■ **EXERCISE**
Review the material and extract every line in which the word "above" occurs.
--- START ---
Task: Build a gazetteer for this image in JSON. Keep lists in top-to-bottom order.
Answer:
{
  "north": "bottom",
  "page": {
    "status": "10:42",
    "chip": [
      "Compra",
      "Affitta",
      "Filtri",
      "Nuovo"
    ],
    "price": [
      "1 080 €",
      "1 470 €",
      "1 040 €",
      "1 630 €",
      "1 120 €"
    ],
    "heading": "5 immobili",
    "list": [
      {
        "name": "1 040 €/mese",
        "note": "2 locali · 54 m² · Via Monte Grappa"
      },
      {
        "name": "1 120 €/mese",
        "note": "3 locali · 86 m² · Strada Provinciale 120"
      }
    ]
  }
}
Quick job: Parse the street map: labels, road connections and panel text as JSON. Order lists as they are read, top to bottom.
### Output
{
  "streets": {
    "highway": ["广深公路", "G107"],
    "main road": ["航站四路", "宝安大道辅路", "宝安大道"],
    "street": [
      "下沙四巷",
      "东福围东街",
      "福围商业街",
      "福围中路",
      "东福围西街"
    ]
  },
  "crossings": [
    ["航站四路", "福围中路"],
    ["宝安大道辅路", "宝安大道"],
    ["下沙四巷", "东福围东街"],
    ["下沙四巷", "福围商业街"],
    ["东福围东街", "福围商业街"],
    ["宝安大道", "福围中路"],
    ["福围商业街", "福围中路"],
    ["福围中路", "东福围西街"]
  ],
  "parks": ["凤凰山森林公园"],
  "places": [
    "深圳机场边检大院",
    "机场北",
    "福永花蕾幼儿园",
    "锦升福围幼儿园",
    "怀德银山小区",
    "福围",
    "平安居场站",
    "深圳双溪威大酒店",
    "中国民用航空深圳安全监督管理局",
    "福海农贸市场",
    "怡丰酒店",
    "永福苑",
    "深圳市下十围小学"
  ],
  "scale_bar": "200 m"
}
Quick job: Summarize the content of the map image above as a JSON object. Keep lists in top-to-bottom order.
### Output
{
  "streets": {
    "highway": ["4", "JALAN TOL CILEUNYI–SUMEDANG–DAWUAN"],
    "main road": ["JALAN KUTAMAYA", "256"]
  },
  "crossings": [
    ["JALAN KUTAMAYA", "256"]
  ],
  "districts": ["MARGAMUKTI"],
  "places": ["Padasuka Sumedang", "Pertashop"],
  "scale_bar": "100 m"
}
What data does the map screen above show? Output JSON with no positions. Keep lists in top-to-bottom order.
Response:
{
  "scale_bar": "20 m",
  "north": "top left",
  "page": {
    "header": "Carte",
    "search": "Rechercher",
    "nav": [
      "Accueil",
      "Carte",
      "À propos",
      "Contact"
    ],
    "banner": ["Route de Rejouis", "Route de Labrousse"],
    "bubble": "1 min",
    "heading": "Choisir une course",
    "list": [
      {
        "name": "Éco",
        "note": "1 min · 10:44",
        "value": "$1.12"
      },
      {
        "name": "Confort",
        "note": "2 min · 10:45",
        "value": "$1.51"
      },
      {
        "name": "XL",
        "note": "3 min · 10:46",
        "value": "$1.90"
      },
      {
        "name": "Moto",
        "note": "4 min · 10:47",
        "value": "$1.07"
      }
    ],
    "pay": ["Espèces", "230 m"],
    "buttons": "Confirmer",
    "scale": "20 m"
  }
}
--- END ---
■ **WRITTEN SOLUTION**
Quick job: Summarize the content of the map image above as a JSON object. Keep lists in top-to-bottom order.
What data does the map screen above show? Output JSON with no positions. Keep lists in top-to-bottom order.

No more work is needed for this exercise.